You know, I lived in Detroit for a long time, which is a majority Black city, and in most neighborhoods an almost 100% Black city. I mention that because I want to talk about Prosperity Gospel a little bit, which is something of a different phenomenon among economically disadvantaged people than among rich white huckster preachers.
(That said, I don't know anything about the guy you wrote about, so this is more of a riff than a direct comment.)
It's just that Prosperity Gospel was pretty popular among my Black friends and neighbors in Detroit, almost to the point that it seemed like an expected part of faith for them.
I thought that was pretty ridiculous at first, until I started thinking about how my black friends and neighbors in Detroit had a little to no expectation of prosperity by simply playing by the rules. It's not like all Black people are poor in Detroit, but the deck is certainly stacked against them. It's systemically stacked. Public schools are crumbling and mostly dysfunctional. White flight in the 60s and '70s emptied out whole neighborhoods, and you can walk down entire streets were only one out of every three houses or so is occupied.
There isn't enough property tax base to take care of the city anymore, and the state legislature, dominated by Republicans, ignores and neglects Detroit, often with barely disguised racist contempt.
Food is more expensive for people in Detroit than in many places, because grocery stores don't want to locate there, at least not outside relatively prosperous islands that dot the city.
Many Detroiters have limited horizons, because they can't imagine leaving the city. They try not to, at least not if they're driving, because cops in the surrounding municipalities are very fast to pull over cars with Black drivers, usually on flimsy pretext.
So anyway, here you have this culture where people live in a developed nation surrounded by wealthy neighborhoods, but whose own world is defined in important ways by poverty and hopelessness.
Looking at it like that, Prosperity Gospel feels more like justice than hucksterism.
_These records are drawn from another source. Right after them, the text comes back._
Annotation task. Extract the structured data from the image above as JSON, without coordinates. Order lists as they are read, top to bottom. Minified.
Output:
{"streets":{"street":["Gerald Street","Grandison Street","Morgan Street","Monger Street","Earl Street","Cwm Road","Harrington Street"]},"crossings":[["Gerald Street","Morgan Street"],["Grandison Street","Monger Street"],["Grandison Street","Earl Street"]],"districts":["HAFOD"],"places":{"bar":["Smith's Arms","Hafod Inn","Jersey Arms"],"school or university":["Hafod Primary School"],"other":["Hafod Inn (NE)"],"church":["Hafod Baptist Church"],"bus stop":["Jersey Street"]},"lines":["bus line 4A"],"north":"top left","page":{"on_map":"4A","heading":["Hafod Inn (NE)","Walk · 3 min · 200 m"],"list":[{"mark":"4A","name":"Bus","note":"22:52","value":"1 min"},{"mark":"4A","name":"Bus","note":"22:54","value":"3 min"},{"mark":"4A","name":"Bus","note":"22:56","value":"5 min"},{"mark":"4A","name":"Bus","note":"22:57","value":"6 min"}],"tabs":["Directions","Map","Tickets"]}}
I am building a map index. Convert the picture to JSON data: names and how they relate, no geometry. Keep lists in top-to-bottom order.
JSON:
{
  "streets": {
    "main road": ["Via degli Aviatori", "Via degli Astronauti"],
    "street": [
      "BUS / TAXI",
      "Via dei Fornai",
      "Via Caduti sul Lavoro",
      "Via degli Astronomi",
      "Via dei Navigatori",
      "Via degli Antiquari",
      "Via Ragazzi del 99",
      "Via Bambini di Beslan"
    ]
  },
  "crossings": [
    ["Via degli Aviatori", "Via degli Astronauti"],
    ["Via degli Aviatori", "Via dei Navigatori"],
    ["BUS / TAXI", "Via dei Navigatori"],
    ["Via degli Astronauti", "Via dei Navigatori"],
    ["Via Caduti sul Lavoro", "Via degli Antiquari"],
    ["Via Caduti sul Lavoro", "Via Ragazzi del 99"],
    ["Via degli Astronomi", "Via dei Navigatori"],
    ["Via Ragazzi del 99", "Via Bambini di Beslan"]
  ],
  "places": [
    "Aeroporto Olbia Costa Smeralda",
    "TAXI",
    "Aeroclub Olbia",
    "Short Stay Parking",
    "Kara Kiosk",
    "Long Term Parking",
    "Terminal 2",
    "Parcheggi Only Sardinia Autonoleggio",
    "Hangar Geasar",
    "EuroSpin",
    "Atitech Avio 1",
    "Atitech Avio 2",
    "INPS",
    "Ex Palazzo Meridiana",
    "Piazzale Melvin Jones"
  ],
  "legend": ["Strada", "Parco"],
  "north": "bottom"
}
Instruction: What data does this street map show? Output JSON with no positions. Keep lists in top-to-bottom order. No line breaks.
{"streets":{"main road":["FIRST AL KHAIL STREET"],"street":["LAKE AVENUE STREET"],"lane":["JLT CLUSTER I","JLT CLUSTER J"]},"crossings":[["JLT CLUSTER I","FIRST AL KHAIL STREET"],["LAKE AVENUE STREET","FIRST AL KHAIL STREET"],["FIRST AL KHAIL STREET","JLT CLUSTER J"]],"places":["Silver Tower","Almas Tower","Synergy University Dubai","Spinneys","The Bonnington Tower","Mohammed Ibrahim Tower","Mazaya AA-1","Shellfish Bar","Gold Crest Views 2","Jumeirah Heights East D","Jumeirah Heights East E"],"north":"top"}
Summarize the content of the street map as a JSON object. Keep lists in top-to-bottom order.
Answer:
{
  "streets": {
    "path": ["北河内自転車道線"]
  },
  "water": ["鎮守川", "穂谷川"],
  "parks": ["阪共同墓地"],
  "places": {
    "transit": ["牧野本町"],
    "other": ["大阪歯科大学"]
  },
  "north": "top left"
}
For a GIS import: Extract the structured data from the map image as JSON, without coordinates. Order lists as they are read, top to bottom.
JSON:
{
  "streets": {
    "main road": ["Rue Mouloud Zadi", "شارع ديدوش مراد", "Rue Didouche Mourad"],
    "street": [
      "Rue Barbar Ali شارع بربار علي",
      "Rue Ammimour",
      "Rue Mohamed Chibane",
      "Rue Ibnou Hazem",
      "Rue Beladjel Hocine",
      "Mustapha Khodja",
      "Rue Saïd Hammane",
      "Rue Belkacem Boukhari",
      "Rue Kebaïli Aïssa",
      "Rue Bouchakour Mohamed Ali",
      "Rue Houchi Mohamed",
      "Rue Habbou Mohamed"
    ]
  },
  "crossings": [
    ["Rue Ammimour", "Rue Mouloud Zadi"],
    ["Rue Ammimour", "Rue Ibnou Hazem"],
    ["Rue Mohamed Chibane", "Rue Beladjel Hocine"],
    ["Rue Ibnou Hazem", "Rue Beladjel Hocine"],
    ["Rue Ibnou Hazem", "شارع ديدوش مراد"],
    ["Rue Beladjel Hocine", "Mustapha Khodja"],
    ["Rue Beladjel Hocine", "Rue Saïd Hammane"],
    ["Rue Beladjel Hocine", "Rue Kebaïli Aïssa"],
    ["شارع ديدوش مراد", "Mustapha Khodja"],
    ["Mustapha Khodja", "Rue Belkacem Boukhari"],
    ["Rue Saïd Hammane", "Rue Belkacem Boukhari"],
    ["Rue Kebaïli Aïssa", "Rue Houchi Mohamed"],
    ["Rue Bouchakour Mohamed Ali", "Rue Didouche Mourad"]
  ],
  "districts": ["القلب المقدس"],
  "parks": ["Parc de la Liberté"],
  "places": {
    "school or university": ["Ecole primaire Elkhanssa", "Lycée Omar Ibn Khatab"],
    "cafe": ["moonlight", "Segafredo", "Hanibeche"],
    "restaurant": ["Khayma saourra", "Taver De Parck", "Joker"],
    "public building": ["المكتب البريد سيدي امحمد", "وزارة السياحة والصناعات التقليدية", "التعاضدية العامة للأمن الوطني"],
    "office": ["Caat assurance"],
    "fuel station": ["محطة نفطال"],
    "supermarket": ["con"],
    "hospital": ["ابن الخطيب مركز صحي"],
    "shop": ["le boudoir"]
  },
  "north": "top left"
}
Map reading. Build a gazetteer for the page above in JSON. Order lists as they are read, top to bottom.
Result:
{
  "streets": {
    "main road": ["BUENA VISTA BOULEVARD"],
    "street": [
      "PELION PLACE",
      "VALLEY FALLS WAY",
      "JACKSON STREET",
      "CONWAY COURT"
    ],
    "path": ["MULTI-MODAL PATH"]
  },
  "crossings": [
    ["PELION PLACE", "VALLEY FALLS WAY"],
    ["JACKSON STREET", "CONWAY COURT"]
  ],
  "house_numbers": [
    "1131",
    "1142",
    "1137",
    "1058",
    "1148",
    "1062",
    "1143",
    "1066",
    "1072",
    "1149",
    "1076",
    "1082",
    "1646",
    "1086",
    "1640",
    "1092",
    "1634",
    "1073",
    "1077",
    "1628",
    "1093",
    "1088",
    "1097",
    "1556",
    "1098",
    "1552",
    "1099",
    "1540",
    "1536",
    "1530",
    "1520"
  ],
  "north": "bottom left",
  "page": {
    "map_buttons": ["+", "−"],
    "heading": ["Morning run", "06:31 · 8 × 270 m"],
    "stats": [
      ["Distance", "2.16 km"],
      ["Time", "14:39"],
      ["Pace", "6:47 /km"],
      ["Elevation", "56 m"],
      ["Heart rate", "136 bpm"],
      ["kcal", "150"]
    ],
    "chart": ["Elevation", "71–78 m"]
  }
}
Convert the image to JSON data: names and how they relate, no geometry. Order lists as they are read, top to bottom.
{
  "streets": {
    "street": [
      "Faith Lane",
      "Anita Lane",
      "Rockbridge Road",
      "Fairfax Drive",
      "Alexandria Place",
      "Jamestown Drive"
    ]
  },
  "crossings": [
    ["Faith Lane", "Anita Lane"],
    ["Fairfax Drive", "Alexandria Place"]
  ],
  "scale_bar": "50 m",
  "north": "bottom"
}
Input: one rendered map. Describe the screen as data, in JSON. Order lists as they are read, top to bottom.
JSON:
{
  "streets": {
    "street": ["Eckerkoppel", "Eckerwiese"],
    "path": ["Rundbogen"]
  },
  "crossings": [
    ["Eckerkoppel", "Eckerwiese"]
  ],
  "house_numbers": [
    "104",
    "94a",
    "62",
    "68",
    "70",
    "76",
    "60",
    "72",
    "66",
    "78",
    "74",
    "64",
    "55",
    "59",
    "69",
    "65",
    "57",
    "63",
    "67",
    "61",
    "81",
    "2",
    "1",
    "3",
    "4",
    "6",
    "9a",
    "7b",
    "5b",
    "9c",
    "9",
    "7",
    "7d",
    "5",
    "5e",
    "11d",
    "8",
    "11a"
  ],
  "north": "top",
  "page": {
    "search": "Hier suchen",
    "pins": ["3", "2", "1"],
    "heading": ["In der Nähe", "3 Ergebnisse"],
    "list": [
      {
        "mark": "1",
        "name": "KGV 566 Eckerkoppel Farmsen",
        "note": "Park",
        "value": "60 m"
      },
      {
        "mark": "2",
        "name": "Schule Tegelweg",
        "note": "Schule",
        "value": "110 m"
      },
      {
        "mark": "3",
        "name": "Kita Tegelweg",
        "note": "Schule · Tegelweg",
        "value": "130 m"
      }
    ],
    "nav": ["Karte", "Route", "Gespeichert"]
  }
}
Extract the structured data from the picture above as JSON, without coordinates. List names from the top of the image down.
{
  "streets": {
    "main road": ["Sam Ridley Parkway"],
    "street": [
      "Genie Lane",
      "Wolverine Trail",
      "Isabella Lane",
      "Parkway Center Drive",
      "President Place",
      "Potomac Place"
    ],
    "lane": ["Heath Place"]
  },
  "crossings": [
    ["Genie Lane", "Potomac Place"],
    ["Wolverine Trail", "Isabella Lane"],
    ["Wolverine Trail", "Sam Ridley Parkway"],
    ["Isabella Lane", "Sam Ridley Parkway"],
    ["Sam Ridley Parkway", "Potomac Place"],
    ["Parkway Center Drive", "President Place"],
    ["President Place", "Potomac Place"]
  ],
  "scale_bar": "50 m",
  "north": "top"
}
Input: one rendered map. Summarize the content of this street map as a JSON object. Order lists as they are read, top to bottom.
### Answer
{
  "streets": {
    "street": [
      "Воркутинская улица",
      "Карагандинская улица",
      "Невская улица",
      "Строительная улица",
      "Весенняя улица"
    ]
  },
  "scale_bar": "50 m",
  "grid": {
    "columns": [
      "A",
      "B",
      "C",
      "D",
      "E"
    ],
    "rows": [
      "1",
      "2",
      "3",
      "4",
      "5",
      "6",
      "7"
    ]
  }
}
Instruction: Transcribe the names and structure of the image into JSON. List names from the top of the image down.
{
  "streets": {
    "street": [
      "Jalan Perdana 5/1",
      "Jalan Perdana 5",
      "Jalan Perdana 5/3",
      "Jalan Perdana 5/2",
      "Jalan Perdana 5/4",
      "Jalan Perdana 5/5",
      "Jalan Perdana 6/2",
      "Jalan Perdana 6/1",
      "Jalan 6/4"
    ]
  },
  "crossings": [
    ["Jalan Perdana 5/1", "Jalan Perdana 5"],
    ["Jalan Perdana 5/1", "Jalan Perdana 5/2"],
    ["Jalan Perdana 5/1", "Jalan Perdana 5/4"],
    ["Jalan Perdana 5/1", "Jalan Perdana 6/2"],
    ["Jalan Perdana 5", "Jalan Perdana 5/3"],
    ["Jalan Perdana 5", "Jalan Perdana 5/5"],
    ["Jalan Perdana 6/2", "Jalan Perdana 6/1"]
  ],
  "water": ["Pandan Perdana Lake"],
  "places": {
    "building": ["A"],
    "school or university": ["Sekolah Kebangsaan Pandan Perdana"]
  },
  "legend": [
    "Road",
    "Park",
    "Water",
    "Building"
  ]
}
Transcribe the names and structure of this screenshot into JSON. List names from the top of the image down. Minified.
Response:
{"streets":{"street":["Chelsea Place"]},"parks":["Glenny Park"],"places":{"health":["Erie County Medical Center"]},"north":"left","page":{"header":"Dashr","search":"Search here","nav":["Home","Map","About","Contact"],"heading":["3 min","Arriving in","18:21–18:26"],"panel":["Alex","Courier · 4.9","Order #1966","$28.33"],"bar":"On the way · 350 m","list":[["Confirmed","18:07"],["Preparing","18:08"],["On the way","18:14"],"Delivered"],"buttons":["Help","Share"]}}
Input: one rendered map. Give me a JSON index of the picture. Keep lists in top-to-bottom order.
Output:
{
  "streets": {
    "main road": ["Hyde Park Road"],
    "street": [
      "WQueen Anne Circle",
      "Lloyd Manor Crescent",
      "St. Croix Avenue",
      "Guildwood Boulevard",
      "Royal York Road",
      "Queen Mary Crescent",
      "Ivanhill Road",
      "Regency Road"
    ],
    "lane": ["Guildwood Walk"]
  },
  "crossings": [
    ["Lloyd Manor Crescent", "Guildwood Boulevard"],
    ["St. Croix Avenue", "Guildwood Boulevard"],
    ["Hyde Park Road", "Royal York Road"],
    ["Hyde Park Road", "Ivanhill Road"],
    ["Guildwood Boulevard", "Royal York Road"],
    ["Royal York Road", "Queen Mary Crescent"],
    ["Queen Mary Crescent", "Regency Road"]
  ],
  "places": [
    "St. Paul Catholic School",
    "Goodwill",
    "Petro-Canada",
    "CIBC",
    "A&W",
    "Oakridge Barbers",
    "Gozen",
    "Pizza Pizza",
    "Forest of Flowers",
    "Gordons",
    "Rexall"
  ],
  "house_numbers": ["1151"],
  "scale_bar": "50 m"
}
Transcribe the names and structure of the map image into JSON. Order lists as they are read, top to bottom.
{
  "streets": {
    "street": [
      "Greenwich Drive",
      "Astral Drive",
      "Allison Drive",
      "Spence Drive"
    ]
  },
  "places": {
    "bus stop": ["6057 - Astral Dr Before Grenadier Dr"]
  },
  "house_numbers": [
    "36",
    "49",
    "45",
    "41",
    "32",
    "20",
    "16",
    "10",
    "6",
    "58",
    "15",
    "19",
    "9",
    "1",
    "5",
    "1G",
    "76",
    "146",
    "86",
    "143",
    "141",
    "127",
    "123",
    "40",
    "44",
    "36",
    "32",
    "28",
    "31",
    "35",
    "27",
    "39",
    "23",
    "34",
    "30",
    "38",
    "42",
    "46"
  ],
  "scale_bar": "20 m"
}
I'm not saying it's any more valid, but when a preacher stands up and says God wants you to be successful, wants you to overcome the obstacles the white man puts in your place to keep you down, that resonates.
And sometimes it's a positive force. It might look crass that people are thinking and talking about money all the time, but when you don't have any money and have little hope of ever having any, it's kind of natural.
And if that turns into people working hard together to further their educations, to go into business, and to become more prosperous than they thought they could, well ... it's hard to argue with that.
That's more what Prosperity Gospel is in Detroit than what it is in the white world. And yes, sometimes there's bling and gold chains and fancy cars. That turns me off, but I grew up with no doubt that I could drive a car if I wanted to and afford nice clothes and a decent place to live.
So when I diss Prosperity Gospel (and I do), I try to leave systemically disadvantaged people out of the conversation.
Again, I'm not saying that has anything to do with the guy you wrote about or his congregation. But I thought about Detroit when I watched that YouTube video.